- **TASK BRIEF**: Report each line of the entries that contains the word "roads", copied in full.

#### EXERCISE INPUT

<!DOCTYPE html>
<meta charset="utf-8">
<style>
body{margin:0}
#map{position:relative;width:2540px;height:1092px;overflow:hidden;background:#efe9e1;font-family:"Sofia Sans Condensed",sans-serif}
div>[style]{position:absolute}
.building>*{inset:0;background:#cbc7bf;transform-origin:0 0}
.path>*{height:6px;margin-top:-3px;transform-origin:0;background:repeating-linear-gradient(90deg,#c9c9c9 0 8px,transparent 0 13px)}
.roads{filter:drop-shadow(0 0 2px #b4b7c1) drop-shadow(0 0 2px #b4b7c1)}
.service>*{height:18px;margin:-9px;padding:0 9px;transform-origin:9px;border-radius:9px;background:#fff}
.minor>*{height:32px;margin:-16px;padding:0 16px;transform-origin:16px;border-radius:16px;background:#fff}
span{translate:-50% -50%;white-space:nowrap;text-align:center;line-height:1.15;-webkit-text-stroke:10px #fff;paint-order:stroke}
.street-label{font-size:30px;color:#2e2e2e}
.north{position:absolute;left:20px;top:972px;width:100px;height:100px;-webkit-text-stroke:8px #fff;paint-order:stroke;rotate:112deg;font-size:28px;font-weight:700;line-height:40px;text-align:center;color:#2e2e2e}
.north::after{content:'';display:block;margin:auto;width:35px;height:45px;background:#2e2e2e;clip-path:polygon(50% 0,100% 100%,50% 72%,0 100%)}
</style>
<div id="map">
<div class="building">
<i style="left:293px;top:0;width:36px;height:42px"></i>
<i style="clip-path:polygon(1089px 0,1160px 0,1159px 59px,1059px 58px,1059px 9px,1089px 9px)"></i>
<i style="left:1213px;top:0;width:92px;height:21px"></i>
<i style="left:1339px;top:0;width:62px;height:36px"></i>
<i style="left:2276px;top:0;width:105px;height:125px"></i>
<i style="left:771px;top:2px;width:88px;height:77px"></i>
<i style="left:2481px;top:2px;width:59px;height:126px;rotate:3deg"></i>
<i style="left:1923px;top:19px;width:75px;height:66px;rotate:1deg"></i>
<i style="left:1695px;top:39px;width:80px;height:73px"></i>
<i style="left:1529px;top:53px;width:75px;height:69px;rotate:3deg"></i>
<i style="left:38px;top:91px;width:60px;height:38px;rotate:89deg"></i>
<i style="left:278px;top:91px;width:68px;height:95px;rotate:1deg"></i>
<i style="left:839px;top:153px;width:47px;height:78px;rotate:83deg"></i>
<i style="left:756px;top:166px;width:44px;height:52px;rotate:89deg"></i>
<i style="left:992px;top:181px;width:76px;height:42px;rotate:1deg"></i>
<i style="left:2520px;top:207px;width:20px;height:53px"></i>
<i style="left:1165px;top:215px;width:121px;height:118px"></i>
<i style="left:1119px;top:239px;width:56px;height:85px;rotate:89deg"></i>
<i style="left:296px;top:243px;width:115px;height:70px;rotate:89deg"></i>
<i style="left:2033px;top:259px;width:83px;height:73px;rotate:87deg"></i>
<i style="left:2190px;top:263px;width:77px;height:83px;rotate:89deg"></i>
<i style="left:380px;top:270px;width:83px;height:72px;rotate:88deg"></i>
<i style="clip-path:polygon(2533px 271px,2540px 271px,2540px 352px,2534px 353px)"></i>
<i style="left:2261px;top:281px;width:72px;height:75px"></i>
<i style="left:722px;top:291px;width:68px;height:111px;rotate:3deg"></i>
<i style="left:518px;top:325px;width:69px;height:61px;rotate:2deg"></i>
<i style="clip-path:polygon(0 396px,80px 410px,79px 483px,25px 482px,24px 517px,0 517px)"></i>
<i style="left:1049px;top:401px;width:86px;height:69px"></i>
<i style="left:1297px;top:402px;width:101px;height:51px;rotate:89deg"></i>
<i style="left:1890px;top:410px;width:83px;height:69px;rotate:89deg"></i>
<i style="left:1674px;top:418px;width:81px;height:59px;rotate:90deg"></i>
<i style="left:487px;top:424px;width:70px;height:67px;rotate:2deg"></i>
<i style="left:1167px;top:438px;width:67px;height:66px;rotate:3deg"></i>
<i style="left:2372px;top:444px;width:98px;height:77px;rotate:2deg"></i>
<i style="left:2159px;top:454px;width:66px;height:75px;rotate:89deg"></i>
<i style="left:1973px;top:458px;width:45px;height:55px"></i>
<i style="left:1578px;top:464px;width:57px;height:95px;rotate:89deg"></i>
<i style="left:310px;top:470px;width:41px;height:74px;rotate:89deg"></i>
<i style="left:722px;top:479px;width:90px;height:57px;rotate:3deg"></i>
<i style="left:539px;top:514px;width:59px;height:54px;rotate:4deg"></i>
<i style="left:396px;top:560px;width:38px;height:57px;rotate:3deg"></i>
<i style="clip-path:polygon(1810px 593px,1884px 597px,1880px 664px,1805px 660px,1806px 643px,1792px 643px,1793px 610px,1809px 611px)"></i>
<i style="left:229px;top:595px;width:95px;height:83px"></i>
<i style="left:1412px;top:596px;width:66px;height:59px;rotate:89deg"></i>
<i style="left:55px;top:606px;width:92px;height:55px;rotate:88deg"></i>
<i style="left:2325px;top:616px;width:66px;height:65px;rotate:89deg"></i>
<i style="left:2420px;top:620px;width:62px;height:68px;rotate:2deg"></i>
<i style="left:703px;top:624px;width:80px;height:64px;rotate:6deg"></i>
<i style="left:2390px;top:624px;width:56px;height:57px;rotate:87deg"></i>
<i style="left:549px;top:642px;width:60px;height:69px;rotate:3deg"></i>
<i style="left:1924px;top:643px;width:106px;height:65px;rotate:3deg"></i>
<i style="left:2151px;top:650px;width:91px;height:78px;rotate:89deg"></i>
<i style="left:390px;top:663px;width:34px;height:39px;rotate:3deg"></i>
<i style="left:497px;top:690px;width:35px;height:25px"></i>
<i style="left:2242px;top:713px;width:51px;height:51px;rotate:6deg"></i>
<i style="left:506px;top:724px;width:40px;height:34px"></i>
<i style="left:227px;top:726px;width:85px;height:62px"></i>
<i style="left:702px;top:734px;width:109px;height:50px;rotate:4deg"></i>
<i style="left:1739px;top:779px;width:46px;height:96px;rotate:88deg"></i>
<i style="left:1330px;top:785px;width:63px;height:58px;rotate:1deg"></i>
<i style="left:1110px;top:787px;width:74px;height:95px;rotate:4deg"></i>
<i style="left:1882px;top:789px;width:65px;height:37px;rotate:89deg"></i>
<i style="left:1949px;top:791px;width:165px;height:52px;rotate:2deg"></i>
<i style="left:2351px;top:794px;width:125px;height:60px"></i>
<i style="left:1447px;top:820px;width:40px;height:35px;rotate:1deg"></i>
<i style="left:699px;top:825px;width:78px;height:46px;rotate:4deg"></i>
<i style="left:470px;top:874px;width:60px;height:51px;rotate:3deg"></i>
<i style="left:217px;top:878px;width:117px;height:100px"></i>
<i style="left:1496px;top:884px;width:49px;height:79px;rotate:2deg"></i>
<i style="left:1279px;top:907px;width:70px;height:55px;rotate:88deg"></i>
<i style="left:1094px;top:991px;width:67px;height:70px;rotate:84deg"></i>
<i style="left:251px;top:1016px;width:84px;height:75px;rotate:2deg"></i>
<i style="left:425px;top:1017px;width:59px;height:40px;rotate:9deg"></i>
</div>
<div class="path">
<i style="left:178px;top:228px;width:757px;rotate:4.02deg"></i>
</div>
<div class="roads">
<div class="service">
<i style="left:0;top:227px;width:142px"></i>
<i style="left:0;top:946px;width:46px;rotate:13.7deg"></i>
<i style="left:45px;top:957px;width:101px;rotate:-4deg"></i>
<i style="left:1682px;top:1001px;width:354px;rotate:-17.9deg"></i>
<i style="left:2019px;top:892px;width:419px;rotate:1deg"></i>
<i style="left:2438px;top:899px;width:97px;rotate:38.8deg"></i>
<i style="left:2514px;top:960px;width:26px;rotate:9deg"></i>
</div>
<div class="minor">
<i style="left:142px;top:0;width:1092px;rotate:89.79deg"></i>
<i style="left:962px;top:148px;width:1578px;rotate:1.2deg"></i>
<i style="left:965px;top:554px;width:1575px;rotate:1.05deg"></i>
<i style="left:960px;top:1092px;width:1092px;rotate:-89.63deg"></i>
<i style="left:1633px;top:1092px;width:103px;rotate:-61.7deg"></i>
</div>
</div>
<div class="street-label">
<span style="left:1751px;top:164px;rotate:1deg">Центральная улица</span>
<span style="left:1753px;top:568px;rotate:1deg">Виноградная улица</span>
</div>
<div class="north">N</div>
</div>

########

- **EXERCISE RESULT**:
.roads{filter:drop-shadow(0 0 2px #b4b7c1) drop-shadow(0 0 2px #b4b7c1)}
<div class="roads">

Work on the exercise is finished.